Tout a commencé quand il a arrêté son travail au port. Avant, il me racontait des histoires, celles d'un fiévreux marin qui partait en quête d’un trésor qu'il ne trouvait jamais. Chacun de ses échecs m'offrait une aventure et je n'attendais qu'une chose : retrouver mon père et connaître la suite. Et puis un jour, il a commencé à partir. Les moments ensemble se sont raréfiés jusqu'à ce que ne restent que les souvenirs de ceux à attendre. À voir ma mère regarder par la fenêtre, inquiète, quand le vent se lève.
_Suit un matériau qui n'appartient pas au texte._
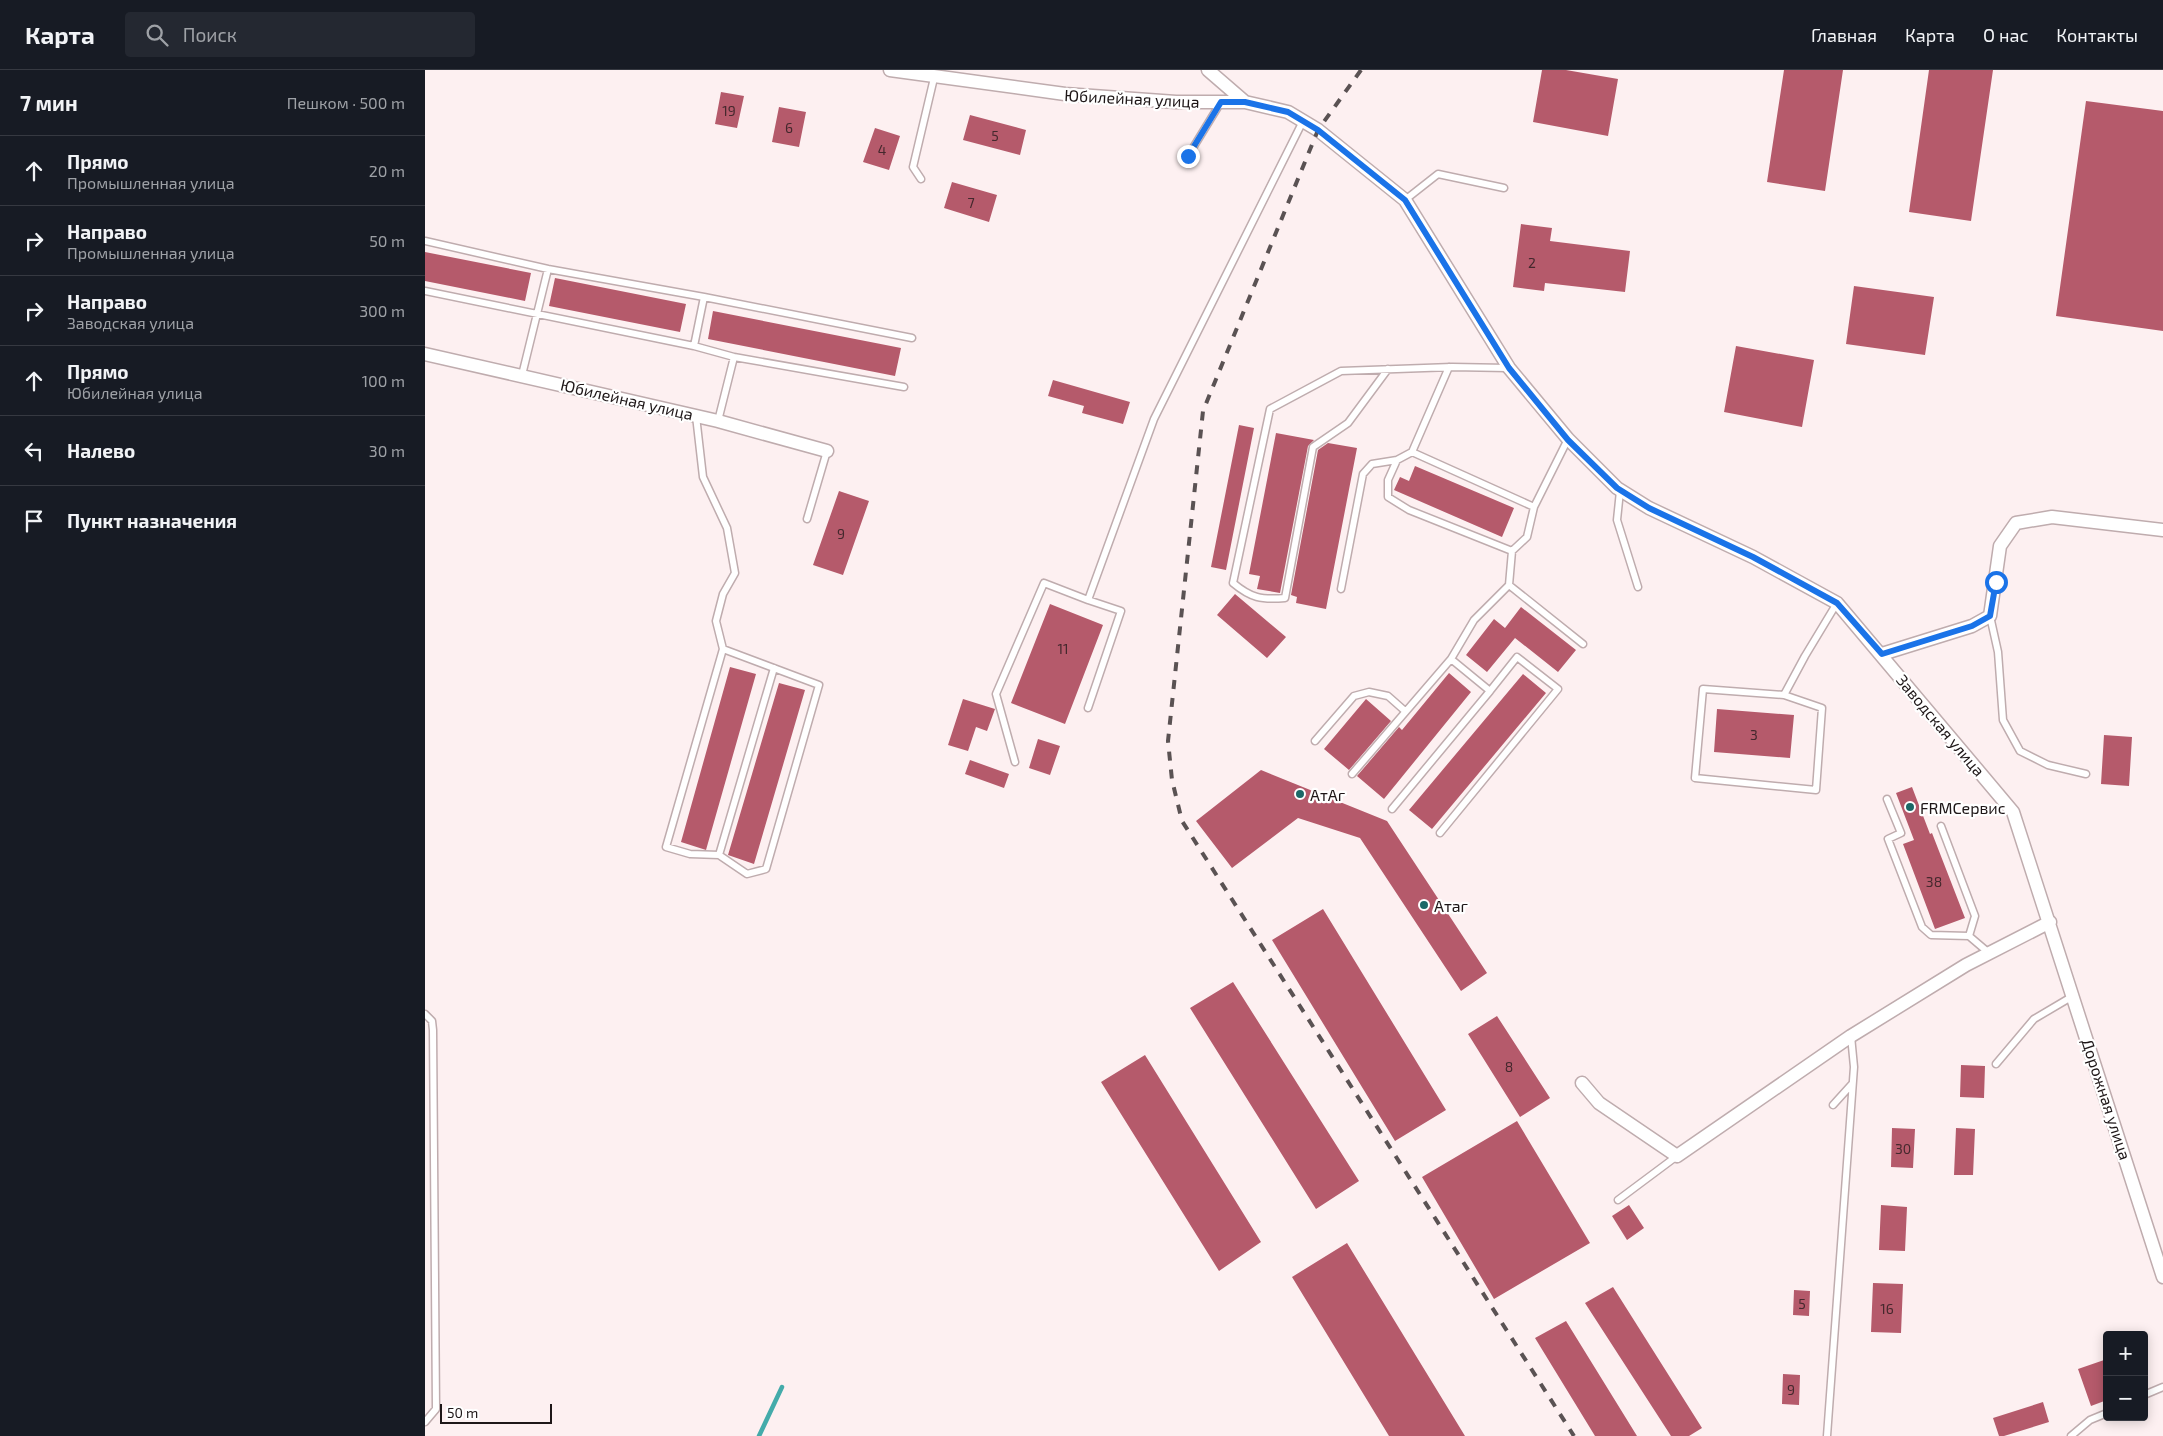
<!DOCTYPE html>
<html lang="ru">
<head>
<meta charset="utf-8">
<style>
	:root { --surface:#171b24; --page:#242831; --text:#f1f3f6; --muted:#9ea1a6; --line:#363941 }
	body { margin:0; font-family:"Exo 2",sans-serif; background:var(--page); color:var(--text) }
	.controls { position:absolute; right:15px; bottom:15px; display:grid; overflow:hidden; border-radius:5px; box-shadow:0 2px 12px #0003 }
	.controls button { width:45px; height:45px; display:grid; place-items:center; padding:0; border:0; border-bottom:1px solid var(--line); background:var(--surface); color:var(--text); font:25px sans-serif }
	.scale { position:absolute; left:15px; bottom:12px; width:112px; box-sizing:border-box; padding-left:5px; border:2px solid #1e1718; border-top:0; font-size:14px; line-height:18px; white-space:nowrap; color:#1e1718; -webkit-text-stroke:4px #fff; paint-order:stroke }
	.stop { position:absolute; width:15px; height:15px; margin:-11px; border:4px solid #1a73e8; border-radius:50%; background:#fff }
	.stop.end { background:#1a73e8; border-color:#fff; box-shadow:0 1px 5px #0008 }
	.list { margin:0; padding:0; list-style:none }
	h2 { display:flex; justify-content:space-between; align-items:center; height:65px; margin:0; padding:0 20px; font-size:21px }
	h2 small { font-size:16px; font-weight:400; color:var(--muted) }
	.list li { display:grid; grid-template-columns:32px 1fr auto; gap:15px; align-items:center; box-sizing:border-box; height:70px; padding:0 20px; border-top:1px solid var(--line) }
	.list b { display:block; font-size:19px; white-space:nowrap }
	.list p { margin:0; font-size:16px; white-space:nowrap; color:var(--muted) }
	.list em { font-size:16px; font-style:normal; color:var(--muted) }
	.icon { flex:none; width:28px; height:28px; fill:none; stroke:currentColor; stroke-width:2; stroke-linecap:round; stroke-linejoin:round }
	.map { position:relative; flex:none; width:1738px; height:1366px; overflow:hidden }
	header { display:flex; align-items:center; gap:30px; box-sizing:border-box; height:70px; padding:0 25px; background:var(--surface); border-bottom:1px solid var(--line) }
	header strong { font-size:24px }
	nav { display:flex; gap:28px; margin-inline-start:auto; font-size:18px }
	.search { width:350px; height:45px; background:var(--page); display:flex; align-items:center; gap:12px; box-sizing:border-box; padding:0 18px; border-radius:5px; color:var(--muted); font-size:19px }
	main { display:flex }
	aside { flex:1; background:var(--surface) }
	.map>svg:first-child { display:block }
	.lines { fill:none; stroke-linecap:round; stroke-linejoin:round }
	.stream { stroke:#44abaa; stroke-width:4.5 }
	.building { fill:#b55a6b }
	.lane-casing { stroke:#bfacae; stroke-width:9 }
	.street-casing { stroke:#bfacae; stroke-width:15 }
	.lane { stroke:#fff; stroke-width:6 }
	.street { stroke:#fff; stroke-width:12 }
	.rail { stroke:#5a5253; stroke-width:4; stroke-dasharray:9 9; stroke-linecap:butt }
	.route { stroke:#1a73e8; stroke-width:6 }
	.poi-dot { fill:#1b6867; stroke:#fff; stroke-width:2 }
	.labels { text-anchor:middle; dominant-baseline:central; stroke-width:4.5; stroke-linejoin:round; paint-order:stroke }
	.number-label { font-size:14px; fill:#44282d }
	.street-label { font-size:16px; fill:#1e1718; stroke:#fff }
	.poi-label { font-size:16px; fill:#1e1718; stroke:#fff; text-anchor:start }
</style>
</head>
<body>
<header>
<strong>Карта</strong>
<div class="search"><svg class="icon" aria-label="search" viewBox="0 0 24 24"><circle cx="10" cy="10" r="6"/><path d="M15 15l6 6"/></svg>Поиск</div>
<nav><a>Главная</a><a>Карта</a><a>О нас</a><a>Контакты</a></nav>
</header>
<main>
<aside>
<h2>7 мин<small>Пешком · 500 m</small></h2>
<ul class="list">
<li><svg class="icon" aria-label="ahead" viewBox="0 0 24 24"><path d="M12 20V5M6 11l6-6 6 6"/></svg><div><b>Прямо</b><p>Промышленная улица</p></div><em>20 m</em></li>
<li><svg class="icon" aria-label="right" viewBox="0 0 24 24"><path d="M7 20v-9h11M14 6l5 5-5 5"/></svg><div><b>Направо</b><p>Промышленная улица</p></div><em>50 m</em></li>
<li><svg class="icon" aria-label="right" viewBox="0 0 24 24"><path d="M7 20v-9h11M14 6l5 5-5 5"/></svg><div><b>Направо</b><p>Заводская улица</p></div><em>300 m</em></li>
<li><svg class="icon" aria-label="ahead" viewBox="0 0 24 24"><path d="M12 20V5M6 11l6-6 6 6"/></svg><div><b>Прямо</b><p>Юбилейная улица</p></div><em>100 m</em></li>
<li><svg class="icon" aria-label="left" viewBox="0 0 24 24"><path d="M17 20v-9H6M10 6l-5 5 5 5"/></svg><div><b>Налево</b></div><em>30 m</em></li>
<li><svg class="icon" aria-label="arrive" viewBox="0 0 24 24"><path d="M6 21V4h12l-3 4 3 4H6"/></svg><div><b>Пункт назначения</b></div></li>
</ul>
</aside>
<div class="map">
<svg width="1738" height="1366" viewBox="0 0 1738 1366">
	<rect width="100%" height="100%" fill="#fdf0f1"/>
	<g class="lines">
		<path class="stream" d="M334 1366 357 1317"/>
	</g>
	<path class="building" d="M1117 0H1141L1193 9 1183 66 1108 52Z
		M1359 0H1418L1400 121 1342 112Z
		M1504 0H1568L1546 151 1484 142Z
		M296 22 319 26 312 58 290 54Z
		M1661 31 1738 41V261L1631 246Z
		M354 37 381 42 374 77 347 72Z
		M545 45 601 60 595 85 538 70Z
		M450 58 475 66 464 100 438 92Z
		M527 112 572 125 564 152 519 138Z
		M1096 154 1127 158 1125 171 1205 181 1200 222 1120 213 1119 221 1088 217Z
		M0 182 106 203 100 231 0 211Z
		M130 208 261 234 255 262 124 236Z
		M1429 216 1509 227 1500 285 1421 274Z
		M288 241 476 278 470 306 283 269Z
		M1311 276 1389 290 1377 357 1299 342Z
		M628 310 705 332 698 354 657 343 659 336 623 326Z
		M814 355 829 358 801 500 786 497Z
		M851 363 889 370 883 376 855 523 832 519 835 506 824 504Z
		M903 373 932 378 901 539 871 533 872 527 866 525 893 380Z
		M990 396 1089 438 1077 467 969 420 975 407 984 411Z
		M414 421 444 431 418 505 388 495Z
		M810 524 861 567 842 588 792 545Z
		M625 534 678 555 640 654 586 633Z
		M1096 537 1151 580 1133 602 1090 568 1062 602 1041 585 1069 549 1080 558Z
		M305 597 331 604 281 780 256 772Z
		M1024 603 1046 622 959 729 932 706 974 657 977 660Z
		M1098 604 1121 623 1007 759 984 740Z
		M354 613 380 620 329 794 303 785Z
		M538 629 570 639 562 661 551 657 543 681 523 675Z
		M941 629 966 651 924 700 899 679Z
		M1292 639 1369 645 1365 688 1289 682Z
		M1679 665 1707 667 1704 716 1676 714Z
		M613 669 635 676 625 705 604 698Z
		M545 690 584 704 579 718 540 704Z
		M836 700 962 751 1062 903 1036 921 935 768 873 748 807 798 771 751Z
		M1487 717 1505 764 1507 763 1540 848 1510 859 1478 774 1489 770 1471 723Z
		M898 839 1021 1040 970 1071 847 870Z
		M808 912 934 1111 891 1139 765 938Z
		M1072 946 1125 1028 1095 1047 1043 964Z
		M720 985 836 1172 794 1201 676 1012Z
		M1536 995 1560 996 1559 1028 1535 1027Z
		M1092 1051 1165 1173 1069 1229 997 1107Z
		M1467 1058 1490 1059 1488 1098 1466 1097Z
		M1531 1058 1550 1059 1548 1105H1529Z
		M1204 1135 1219 1158 1202 1170 1187 1146Z
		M1456 1135 1482 1137 1480 1181 1454 1180Z
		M922 1173 1040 1366H964L867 1207Z
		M1448 1213 1478 1214 1476 1263 1446 1262Z
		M1188 1217 1277 1358 1264 1366H1246L1160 1233Z
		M1369 1220 1385 1221 1384 1246 1368 1245Z
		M1141 1251 1212 1366H1170L1110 1268Z
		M1682 1289V1330L1666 1336 1653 1299Z
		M1358 1304 1375 1305 1374 1335 1357 1334Z
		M1618 1332 1624 1352 1579 1366H1574L1568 1348Z"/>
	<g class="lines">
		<g class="lane-casing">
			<path id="lane" d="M763 86 796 32
				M496 109 488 97 509 8
				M980 130 1013 104 1079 118
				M0 171 123 199 279 227
				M0 221 269 276 309 287 479 317
				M269 276 279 227 487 268
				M963 299 923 353 888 377 860 528C836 530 826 528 808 513L845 339 916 301 1027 297 1083 298
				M97 305 123 199
				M271 346 278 407 302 458 310 503 298 524 291 551 298 579 241 777 265 784 294 785 322 804 341 799 394 615 298 579
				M293 351 309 287
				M972 390 963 410V427L984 440 1087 481 1102 467 1109 437 987 382
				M1195 421 1192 450 1213 517
				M1109 437 1143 369
				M382 449 402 381
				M1084 515 1158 574
				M916 519 938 404 947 394 972 390 987 382 1024 297
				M1565 546 1573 582 1578 650 1595 681 1623 695 1661 704
				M1359 625 1397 638 1391 720 1270 708 1278 619 1359 625 1380 586 1412 533
				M663 638 696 541 663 530 729 349 878 51
				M890 671 929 626 944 622 963 626 980 641
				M590 692 571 624 619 513 663 530
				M927 704 1026 589
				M1462 729 1476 763 1463 769 1497 857 1506 865 1544 866
				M967 739 1065 621
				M1516 756 1550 846 1544 866 1564 883
				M1015 763 1133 619 1092 587 1065 621 1026 589 1049 550 1084 515 1087 481
				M294 785 349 598
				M0 944 7 951 8 960 11 1339 0 1352
				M1571 994 1609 949 1648 926
				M1408 1035 1427 1014
				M1193 1130 1252 1086
				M1719 1325 1738 1317
				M1402 1366 1429 997 1426 966
				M1646 1366 1665 1350 1682 1343"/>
		</g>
		<g class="street-casing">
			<path id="street" d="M465 0 640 24 751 32H820L863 42 893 60 980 130 1084 298 1143 369 1192 418 1224 438 1328 487 1412 533 1588 742 1738 1207
				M783 0 820 32
				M0 284 293 351 402 381
				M1457 584 1547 556 1565 546 1575 476 1591 453 1627 447 1738 460
				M1157 1013 1174 1033 1252 1086 1426 966 1541 895 1625 852"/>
		</g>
		<use href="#lane" class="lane"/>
		<use href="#street" class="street"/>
		<path class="rail" d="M936 0 893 60 778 341 743 671 747 710 757 751 1149 1366"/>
	</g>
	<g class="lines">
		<path class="route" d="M763 86 796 32H820L863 42 893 60 980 130 1084 298 1143 370 1192 418 1224 438 1328 487 1412 533 1457 584 1547 556 1565 546 1571 512"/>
	</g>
	<g class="poi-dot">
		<circle cx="875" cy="724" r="5"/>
		<circle cx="1485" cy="737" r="5"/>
		<circle cx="999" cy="835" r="5"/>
	</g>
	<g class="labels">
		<g class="number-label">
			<text x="304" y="40">19</text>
			<text x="364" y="57">6</text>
			<text x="570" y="65">5</text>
			<text x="457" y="79">4</text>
			<text x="546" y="132">7</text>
			<text x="1107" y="192">2</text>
			<text x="416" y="463">9</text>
			<text x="638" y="578">11</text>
			<text x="1329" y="664">3</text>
			<text x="1509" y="811">38</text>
			<text x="1084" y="996">8</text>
			<text x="1478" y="1078">30</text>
			<text x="1377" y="1233">5</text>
			<text x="1462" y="1238">16</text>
			<text x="1366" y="1319">9</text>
		</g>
		<g class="street-label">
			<text transform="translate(707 28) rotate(3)">Юбилейная улица</text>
			<text transform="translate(202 329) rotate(13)">Юбилейная улица</text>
			<text transform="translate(1516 655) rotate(50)">Заводская улица</text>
			<text transform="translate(1682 1029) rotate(72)">Дорожная улица</text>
		</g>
		<g class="poi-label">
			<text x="885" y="724">АтАг</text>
			<text x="1495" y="737">FRMСервис</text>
			<text x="1009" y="835">Атаг</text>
		</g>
	</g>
</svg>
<div class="controls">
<button>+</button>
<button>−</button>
</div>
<div class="scale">50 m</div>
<div class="stop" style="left:1571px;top:512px"></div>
<div class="stop end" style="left:763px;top:86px"></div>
</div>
</main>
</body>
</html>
À patienter jusqu'à son retour pour dîner et, quand il tarde trop, à relever son assiette qu'on ne supporte plus de voir tant elle nous rappelle qu'il n'est pas là. À entendre ma mère prétexter aller faire du rangement dans sa chambre, et la retrouver plus tard les yeux rougis « par la poussière ». Mon père n’est pas le chasseur de trésors dont il me contait les histoires. Il n’est qu’un égoïste.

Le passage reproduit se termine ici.